WASHINGTON — Last week, the World Bank announced its plan to give $1.1 billion toward development programs in Bangladesh. The money will be used for three development projects and will improve the quality of life for over 36 million people nationwide.
Bangladesh is a low-lying country and is therefore subject to extreme flooding, cyclones and rising sea levels. In 2004, residents experienced some of the worst flooding in the country’s history; 800 people were killed, millions were left homeless and over 20 million were left without food and water.
The World Bank aims to contribute $375 million for the Multipurpose Disaster Shelter Project in order to protect against future flooding and other natural disasters. The initiative includes building 552 new disaster shelters as well as improving 450 pre-existing structures. Workers also plan to develop roadways and communication networks for improved mobility in 9 coastal areas.
“The project will benefit 14 million people among the coastal population living in the front line of climate change,” said World Bank Task Team Leader for MDSP, Anna C. O’Donnell. “The project will introduce steel shelter designs for the first time in Bangladesh for improved construction quality and durability.”
The World Bank contribution will also go toward improving the quality of primary education in Bangladesh. $400 million will help finance the country’s Third Primary Education Development Program. The program intends to raise enrollment levels to 98 percent as well as primary completion rates to 80 percent. The education project also works to provide merit-based teacher recruitment and to equip schools with proper textbooks each year.
Financing provided by the World Bank will bring an additional 19 million Bangladeshi children to school, assuring them quality instruction and guaranteeing that they complete their primary school studies. The program will also establish pre-primary education and improve school facilities, particularly in disadvantaged areas.

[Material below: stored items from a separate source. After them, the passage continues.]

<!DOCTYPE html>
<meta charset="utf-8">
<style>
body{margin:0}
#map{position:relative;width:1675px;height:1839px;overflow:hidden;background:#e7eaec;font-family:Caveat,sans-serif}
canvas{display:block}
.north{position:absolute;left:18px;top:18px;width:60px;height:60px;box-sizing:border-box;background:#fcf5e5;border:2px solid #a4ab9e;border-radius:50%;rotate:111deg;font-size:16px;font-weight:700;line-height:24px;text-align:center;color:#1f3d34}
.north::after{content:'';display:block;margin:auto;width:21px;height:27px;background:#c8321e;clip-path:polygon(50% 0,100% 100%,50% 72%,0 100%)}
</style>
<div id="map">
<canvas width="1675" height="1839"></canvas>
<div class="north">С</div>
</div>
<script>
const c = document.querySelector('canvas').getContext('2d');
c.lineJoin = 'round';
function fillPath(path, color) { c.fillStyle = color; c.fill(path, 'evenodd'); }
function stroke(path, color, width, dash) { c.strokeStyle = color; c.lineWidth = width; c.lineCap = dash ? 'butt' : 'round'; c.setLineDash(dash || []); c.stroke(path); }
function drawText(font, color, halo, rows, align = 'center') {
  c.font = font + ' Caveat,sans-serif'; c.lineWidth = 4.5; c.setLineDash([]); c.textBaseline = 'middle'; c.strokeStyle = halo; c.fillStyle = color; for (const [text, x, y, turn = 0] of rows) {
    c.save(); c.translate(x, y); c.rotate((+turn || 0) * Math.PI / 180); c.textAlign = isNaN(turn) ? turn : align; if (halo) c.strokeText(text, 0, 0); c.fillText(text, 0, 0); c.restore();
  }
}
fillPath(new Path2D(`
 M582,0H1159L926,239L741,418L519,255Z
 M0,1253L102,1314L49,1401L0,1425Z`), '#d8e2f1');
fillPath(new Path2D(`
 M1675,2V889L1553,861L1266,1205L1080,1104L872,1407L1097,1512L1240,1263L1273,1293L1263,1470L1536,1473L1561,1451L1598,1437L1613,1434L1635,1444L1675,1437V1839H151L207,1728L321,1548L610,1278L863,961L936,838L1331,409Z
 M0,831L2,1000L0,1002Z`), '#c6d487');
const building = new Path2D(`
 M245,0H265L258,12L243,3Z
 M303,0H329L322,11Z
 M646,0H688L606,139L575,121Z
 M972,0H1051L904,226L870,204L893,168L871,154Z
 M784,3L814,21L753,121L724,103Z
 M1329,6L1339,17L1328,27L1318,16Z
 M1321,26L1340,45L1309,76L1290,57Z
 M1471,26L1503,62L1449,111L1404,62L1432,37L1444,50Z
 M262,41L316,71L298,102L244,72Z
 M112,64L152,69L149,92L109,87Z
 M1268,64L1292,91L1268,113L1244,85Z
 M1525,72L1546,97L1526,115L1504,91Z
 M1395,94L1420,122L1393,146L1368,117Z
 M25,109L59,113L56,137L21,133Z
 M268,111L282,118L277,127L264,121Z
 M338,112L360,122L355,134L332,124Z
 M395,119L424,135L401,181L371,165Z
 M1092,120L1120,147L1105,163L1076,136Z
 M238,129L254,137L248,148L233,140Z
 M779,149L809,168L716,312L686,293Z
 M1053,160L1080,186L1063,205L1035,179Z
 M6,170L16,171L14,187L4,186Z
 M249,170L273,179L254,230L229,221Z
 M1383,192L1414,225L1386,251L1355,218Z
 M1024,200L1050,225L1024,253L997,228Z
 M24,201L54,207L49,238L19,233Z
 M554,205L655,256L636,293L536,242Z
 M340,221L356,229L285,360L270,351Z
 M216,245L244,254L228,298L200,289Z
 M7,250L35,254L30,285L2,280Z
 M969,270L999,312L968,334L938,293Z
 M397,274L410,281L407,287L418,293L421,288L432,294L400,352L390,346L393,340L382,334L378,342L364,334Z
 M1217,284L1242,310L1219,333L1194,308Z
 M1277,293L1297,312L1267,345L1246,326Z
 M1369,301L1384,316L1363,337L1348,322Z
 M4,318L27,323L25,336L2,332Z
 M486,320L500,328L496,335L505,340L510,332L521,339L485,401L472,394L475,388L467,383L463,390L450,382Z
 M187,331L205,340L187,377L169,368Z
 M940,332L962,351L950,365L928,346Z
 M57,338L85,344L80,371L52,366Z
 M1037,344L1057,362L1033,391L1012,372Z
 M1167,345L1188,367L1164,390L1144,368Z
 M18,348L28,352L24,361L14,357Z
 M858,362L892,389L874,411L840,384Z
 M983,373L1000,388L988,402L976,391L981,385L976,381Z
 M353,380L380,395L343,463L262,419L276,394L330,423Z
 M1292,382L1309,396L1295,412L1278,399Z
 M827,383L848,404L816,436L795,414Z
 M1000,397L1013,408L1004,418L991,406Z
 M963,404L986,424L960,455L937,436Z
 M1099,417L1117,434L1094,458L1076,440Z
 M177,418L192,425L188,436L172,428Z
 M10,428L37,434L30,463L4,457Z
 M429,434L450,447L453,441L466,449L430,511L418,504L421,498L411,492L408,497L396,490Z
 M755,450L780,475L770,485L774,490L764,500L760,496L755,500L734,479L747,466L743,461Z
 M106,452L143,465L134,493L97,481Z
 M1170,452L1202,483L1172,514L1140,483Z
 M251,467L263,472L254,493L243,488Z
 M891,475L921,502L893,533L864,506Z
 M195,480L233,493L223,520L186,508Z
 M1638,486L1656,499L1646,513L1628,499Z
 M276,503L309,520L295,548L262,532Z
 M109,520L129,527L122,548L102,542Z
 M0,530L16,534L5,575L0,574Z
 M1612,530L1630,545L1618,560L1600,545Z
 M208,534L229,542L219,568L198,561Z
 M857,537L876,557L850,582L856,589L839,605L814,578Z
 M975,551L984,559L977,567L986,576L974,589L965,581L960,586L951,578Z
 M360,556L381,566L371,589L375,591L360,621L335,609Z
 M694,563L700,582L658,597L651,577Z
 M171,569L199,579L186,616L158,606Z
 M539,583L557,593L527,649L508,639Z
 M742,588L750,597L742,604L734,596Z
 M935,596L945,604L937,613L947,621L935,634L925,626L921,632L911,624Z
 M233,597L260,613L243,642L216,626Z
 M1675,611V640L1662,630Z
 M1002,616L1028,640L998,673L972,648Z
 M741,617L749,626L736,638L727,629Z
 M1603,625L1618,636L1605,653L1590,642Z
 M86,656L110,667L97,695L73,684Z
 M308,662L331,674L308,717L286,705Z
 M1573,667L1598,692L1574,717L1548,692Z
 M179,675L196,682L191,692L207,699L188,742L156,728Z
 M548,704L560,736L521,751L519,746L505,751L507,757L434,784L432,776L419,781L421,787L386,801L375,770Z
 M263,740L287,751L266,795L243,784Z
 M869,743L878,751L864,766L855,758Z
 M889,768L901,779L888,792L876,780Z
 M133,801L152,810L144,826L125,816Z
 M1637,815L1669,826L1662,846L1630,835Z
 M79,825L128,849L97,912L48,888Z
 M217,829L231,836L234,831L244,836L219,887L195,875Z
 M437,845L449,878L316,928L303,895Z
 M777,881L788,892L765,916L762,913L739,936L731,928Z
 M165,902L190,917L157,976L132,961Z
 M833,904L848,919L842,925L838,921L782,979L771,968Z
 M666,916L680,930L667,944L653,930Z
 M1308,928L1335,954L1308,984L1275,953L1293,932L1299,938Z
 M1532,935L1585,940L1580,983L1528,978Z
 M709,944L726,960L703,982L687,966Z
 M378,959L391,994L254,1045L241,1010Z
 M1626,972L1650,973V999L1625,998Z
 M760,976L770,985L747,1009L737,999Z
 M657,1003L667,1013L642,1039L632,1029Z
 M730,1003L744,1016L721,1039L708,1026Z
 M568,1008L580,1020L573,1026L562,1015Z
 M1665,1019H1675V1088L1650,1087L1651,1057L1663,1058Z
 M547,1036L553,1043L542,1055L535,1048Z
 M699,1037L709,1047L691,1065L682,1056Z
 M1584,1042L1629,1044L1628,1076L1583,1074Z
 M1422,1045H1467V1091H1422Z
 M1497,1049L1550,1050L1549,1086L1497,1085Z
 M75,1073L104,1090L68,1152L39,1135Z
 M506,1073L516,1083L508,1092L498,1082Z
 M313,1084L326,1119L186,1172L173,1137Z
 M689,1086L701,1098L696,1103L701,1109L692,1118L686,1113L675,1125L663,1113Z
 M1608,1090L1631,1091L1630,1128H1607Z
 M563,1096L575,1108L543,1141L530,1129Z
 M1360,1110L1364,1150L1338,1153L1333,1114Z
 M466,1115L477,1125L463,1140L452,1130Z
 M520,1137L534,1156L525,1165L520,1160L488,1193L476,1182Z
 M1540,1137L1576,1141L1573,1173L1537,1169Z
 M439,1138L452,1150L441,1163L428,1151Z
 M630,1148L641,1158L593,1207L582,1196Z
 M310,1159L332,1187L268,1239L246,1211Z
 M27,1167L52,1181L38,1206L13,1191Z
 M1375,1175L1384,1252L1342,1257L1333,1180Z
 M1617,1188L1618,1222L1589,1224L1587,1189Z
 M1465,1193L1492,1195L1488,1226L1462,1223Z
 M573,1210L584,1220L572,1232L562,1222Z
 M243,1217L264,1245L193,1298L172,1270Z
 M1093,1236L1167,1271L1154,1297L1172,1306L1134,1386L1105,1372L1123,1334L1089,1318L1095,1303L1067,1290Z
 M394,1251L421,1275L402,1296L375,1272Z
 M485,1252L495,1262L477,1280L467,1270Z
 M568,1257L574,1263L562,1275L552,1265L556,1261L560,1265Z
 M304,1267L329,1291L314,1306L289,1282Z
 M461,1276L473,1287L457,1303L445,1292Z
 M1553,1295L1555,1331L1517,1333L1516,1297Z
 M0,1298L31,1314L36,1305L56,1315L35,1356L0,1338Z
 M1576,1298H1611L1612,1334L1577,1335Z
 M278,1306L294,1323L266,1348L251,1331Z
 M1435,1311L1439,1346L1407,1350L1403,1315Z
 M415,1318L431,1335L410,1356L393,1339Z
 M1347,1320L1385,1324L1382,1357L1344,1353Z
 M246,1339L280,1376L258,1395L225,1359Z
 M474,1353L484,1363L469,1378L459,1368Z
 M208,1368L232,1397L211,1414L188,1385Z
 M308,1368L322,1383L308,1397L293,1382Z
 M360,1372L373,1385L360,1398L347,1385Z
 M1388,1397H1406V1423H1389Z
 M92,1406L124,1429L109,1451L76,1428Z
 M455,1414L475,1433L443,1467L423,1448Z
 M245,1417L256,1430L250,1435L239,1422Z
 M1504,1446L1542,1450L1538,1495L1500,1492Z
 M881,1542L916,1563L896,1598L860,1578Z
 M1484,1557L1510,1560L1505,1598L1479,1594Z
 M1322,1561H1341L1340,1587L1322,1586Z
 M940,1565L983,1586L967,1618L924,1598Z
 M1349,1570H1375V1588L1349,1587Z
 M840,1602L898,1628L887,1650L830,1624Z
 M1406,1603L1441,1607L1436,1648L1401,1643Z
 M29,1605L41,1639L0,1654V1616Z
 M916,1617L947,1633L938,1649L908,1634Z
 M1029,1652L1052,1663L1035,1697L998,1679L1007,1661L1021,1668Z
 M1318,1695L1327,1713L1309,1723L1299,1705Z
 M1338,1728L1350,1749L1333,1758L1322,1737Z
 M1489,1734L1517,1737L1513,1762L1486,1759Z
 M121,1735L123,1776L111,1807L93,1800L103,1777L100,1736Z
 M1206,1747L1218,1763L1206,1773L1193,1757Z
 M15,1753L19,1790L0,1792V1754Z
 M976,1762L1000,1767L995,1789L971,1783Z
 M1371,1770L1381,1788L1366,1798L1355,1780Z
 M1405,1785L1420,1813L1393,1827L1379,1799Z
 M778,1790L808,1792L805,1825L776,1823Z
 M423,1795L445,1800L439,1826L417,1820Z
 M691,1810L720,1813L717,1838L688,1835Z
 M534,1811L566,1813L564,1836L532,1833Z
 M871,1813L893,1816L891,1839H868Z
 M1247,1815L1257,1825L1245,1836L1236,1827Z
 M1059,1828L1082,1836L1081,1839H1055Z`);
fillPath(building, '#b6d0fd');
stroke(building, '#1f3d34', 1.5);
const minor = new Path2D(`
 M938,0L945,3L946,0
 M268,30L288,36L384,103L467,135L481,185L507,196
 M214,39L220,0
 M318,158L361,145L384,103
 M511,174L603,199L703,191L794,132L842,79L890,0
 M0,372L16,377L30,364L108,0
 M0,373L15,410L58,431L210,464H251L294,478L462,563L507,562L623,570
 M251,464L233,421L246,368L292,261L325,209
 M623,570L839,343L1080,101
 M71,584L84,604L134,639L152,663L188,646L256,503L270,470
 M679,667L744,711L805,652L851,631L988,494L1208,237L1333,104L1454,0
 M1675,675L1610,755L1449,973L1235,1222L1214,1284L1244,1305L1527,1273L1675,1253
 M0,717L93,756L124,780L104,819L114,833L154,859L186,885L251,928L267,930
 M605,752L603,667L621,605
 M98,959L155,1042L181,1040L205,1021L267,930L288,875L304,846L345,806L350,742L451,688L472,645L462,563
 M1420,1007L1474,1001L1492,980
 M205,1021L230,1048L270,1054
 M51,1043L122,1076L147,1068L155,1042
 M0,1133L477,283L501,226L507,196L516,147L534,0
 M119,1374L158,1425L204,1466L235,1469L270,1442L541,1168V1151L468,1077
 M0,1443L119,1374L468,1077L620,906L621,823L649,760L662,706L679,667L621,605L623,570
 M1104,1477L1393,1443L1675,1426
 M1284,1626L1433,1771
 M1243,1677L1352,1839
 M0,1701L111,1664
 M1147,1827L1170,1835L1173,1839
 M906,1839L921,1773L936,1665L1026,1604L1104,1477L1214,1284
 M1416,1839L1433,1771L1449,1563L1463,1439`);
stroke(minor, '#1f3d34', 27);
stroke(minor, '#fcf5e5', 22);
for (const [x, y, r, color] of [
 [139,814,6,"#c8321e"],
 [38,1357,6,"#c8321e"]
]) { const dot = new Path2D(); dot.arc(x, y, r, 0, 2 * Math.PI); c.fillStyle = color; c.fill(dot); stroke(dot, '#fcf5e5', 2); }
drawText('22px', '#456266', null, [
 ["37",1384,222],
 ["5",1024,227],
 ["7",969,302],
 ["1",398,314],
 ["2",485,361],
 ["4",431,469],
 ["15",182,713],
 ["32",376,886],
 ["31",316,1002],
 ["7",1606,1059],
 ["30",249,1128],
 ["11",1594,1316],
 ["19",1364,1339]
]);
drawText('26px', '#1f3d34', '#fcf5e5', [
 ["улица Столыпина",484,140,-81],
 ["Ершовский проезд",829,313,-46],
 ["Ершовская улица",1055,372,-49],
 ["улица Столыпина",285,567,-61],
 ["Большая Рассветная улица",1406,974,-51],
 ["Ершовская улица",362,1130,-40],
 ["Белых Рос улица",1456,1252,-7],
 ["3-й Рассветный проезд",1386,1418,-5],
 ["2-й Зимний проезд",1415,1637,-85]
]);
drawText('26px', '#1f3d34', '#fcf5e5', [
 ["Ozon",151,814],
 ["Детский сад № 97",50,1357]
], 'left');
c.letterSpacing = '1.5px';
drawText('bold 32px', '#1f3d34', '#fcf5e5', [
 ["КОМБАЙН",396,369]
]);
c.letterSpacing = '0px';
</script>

“Directly and indirectly, these operations help ensure that even the poorest children in Bangladesh can achieve their full potential,” said Johannes Zutt World Bank Country Director for Bangladesh.
Bangladesh has made significant progress in diminishing poverty throughout the last three decades, though high numbers of citizens living in extreme poverty still pose a threat to the country’s development. Leaders recently established the Income Support Program for the Poorest, or ISSP, project in order to assist those living in extreme conditions.
The project will help 2.7 million people, approximately 10 percent of the nation’s poorest citizens. ISSP will also provide income assistance for over 600,000 impoverished mothers in exchange for their participation in children’s nutrition and cognitive development activities. ISSP will provide monthly cash transfers to mothers in the program using smart cash cards.
“Ensuring adequate nutrition prenatally and in the first 2 years of life helps to maximize a child’s brain development and health. Helping a child’s growth and cognitive development in the initial 5 years is critical to boost the earnings capacity in the later years of life and to prevent the transmission of poverty across generations,” World Bank Task Team Leader of ISSP, Iffath Sharif, said.
The country of Bangladesh has many resources to offer, which leads economists to consider it one of the “Next Eleven” tier of developing nations. Economists state that foreign investments in the country could provide great returns in the coming years.